A motion which draws into question the correctness of a judgment or order is generally construed as a motion under Fed.R.Civ.P. 59(e), even if captioned as a motion to reconsider. J. Moore, B. Ward, J. Lucas, 9 Moore's Federal Practice p 204. at p. 4-67 (1987). See Huff v. Metropolitan Life Ins. Co., 675 F.2d 119, 122 (6th Cir.1982); Smith v. Hudson, 600 F.2d 60, 62 (6th Cir.), cert. dismissed, 444 U.S. 986 (1979). A timely Rule 59(e) motion tolls appeal time for all parties until entry of the order granting or denying the motion. Fed.R.App.P. 4(a)(4). See Myers v. Ace Hardware, Inc., 777 F.2d 1099, 1103 (6th Cir.1985); Stacey v. Charles J. Rogers, Inc., 756 F.2d 440, 441-42 (6th Cir.1985).
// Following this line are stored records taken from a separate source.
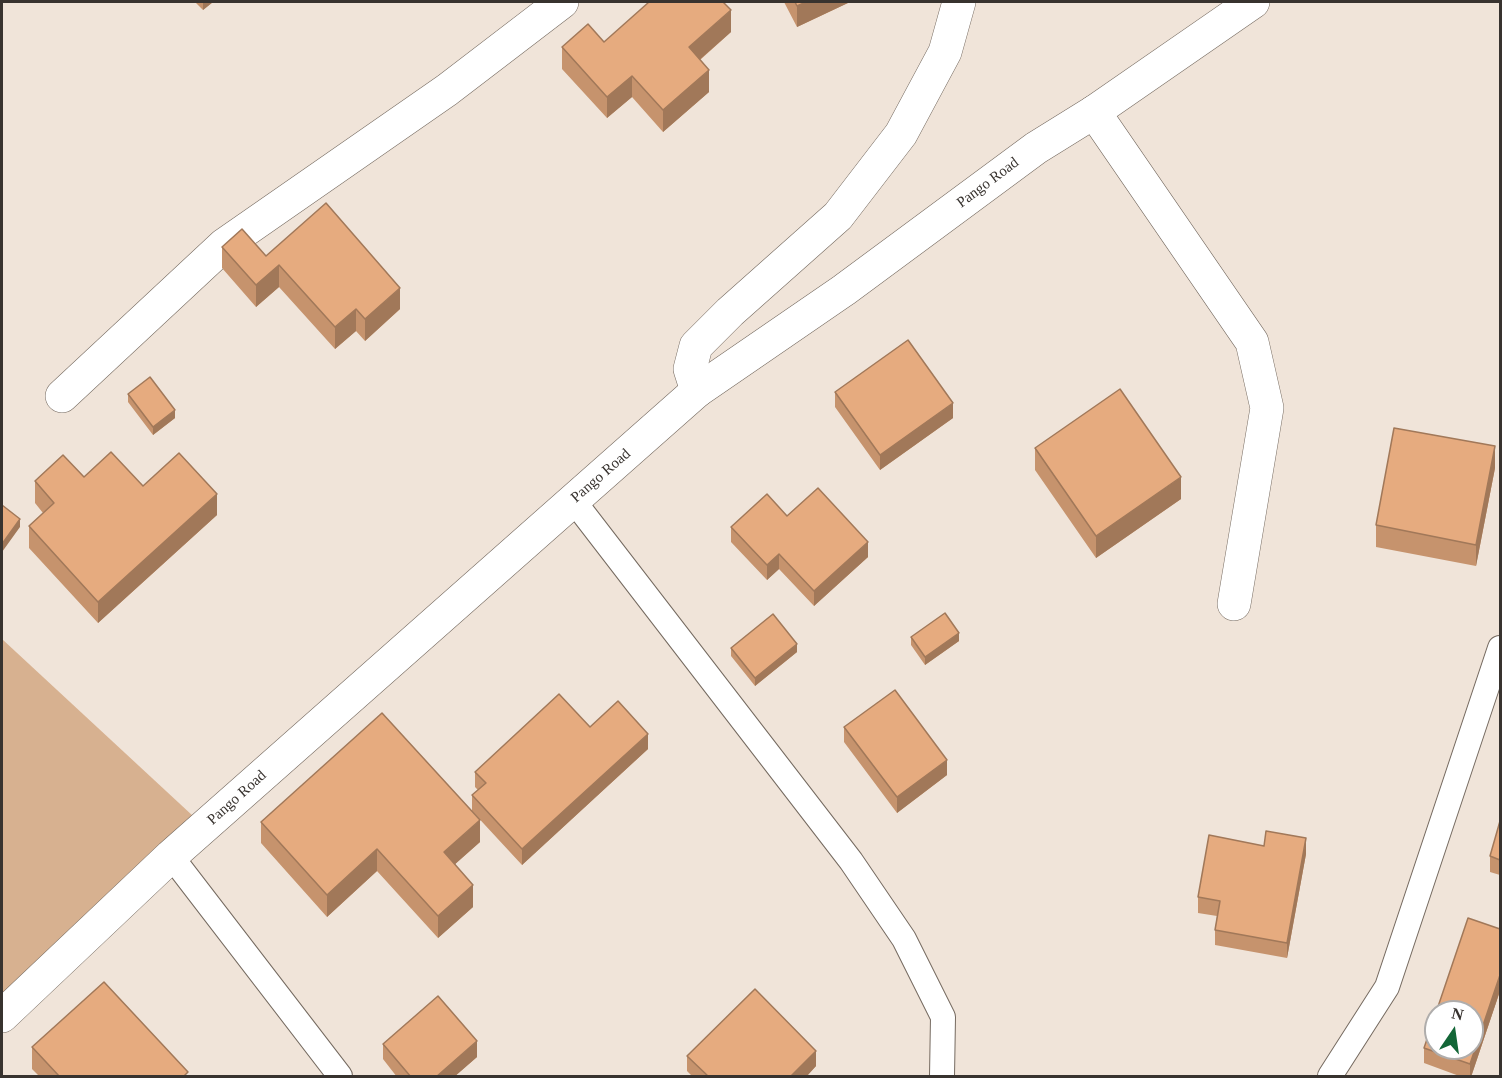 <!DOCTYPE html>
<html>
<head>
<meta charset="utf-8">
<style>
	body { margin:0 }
	#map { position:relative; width:1502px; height:1078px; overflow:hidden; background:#f0e4d9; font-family:Georgia,serif }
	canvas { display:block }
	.frame { position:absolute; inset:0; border:3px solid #38332f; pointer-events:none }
	.north { position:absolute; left:1424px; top:1000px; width:60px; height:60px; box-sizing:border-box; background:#fff; border:2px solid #afadac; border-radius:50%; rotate:13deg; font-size:16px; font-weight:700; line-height:24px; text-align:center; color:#38332f }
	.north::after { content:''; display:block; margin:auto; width:21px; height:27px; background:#136637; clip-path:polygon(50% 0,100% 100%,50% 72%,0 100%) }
</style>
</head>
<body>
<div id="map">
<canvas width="1502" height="1078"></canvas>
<div class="frame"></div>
<div class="north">N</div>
</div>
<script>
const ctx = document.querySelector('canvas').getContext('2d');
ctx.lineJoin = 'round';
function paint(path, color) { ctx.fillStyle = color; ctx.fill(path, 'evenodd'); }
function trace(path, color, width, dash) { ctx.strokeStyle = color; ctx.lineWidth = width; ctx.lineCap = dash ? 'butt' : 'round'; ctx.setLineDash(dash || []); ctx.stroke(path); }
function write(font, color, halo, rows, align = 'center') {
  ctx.font = font + ' Georgia,serif'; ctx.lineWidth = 6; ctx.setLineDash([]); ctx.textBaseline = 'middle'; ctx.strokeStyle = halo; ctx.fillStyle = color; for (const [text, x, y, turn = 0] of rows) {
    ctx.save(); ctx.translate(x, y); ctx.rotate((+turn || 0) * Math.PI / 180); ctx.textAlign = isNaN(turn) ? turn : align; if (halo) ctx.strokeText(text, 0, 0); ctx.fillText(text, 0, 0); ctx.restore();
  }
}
const green = new Path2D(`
	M2,639L193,816L2,997Z`);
const lane = new Path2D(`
	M573,500L851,861L904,939L943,1017L942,1076
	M171,856L340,1076
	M1330,1076L1387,987L1500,648`);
const street = new Path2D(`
	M1094,112L1252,342L1267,408L1234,604
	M697,391L690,369L696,346L730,312L838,216L901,134L945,52L959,2
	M62,396L224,245L447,90L562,2`);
const secondary = new Path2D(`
	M2,1016L171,856L697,391L844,290L1036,148L1094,112L1253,2`);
const wall = new Path2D(`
	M195,2H213L203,10Z
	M784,2H850L797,27Z
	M731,32L700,60L709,92L663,132L632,97L607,118L562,69V47L604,42Z
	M222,247L266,256L400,309L365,341L356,331L335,349L279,287L256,307L222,268Z
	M835,392L953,418L880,470L835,407Z
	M128,394L175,418L153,435L128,402Z
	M1035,448L1181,499L1096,558L1035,470Z
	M1495,468L1476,566L1376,547V525Z
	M84,477L143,486L217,515L98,623L29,548V526L43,513L35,503V481Z
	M787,516L868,557L814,606L779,569L767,580L731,542V527Z
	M911,637L959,641L925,665L911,645Z
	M731,648L797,652L755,686L731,656Z
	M590,727L648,749L522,865L472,811V795L478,790L475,787V772Z
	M844,727L947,775L897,813L844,742Z
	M1500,821V875L1490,872V856Z
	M261,822L480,842L455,864L473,907L438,938L377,871L327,917L261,843Z
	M1306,854L1287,958L1215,945V930L1217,916L1198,913V897Z
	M1500,991L1471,1077H1462L1424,1063V1048Z
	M383,1044L477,1057L454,1077H397L383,1059Z
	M32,1047L188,1077H40L32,1069Z
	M687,1056L816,1066L806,1077H693L687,1071Z`);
const shadedWall = new Path2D(`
	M203,2H213L203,10Z
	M806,2H850L797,27V6Z
	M731,10V32L689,69V47Z
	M709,70V92L663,132V110Z
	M632,76V97L607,118V97Z
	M279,265V287L256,307V285Z
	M400,288V309L365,341V319Z
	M356,309V331L335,349V327Z
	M953,403V418L880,470V455Z
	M175,410V418L153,435V427Z
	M1495,446V468L1476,566V545Z
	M1181,477V499L1096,558V536Z
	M217,494V515L98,623V602Z
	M20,519V527L2,552V544Z
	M868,542V557L814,606V591Z
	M779,554V569L767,580V565Z
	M959,633V641L925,665V657Z
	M797,644V652L755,686V678Z
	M648,734V749L522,865V849Z
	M947,760V775L897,813V797Z
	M480,820V842L444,874V852Z
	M1306,838V854L1287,958V943Z
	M377,849V871L327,917V895Z
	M473,885V907L438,938V916Z
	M1500,975V991L1471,1077H1470V1064Z
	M477,1041V1057L454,1077H436Z
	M816,1051V1066L806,1077H790Z`);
const building = new Path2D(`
	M649,2H723L731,10L689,47L709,70L663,110L632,76L607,97L562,47L588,24L604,42Z
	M795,2H806L797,6Z
	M326,203L400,288L365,319L356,309L335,327L279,265L256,285L222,247L242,229L266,256Z
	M908,340L953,403L880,455L835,392Z
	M150,377L175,410L153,427L128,394Z
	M1120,389L1181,477L1096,536L1035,448Z
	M1394,428L1495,446L1476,545L1376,525Z
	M111,452L143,486L179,453L217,494L98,602L29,526L54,503L35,481L63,455L84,477Z
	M818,488L868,542L814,591L779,554L767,565L731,527L767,494L787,516Z
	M2,505L20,519L2,544Z
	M945,613L959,633L925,657L911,637Z
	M773,614L797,644L755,678L731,648Z
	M895,690L947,760L897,797L844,727Z
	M559,694L590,727L618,701L648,734L522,849L472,795L486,783L475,772Z
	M382,713L480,820L444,852L473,885L438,916L377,849L327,895L261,822Z
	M1500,821V860L1490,856Z
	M1266,831L1306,838L1287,943L1215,930L1220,901L1198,897L1209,835L1264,846Z
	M1468,918L1500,929V975L1470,1064L1424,1048ZM1436,1012H1472V1048H1436Z
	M104,982L188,1072L183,1077H60L32,1047Z
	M755,989L816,1051L790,1077H709L687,1056Z
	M438,996L477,1041L436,1077H411L383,1044Z`);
const streetNames = [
	["Pango Road",988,183,-37],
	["Pango Road",601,476,-41],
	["Pango Road",237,798,-42]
];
paint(green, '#d7b190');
trace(lane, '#756a60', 26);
trace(street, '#756a60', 34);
trace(secondary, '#756a60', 34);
trace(lane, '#fff', 24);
trace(street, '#fff', 33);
trace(secondary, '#fff', 33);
paint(wall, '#c6936d');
paint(shadedWall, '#a17859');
paint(building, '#e6ab7f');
trace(building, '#a17859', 1.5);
write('15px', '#38332f', '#fff', streetNames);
</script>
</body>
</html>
Rorer's time to appeal from the June 24, 1987 order, insofar as it granted an injunction, did not commence until August 24, 1987 when the district court denied the motion for reconsideration.

8

Under the plain language of Rule 4(a)(4), a notice of appeal filed before the disposition of a time-tolling motion has no effect. A new notice of appeal must be filed within the time prescribed elsewhere in the rule. See Griggs v. Provident Consumer Discount Co., 459 U.S. 56, 61 (1982) (per curiam). Rorer did appeal anew, twice. However, the Court does not have jurisdiction of appeal no. 87-5856, and as to it, the motion to dismiss must be granted. See Browder v. Dir., Ill. Dept. of Corrections, 434 U.S. 257, 264 (1978) (the timely filing of a notice of appeal is mandatory and jurisdictional.)

9

The motion for stay of the district court's injunction must be denied as moot. Even if the Court had jurisdiction of the appeal to which it relates, defendants fail to satisfy the criteria for relief pending appeal. See In re DeLorean Motor Co., 755 F.2d 1223, 1228-29 (6th Cir.1985) and cases cited therein.

10

It is ORDERED that the motion to dismiss appeal no. 87-5856 is granted and the motion to stay the injunction pending appeal is denied as moot. Appeals number 87-6000 and 87-6137 are ORDERED consolidated.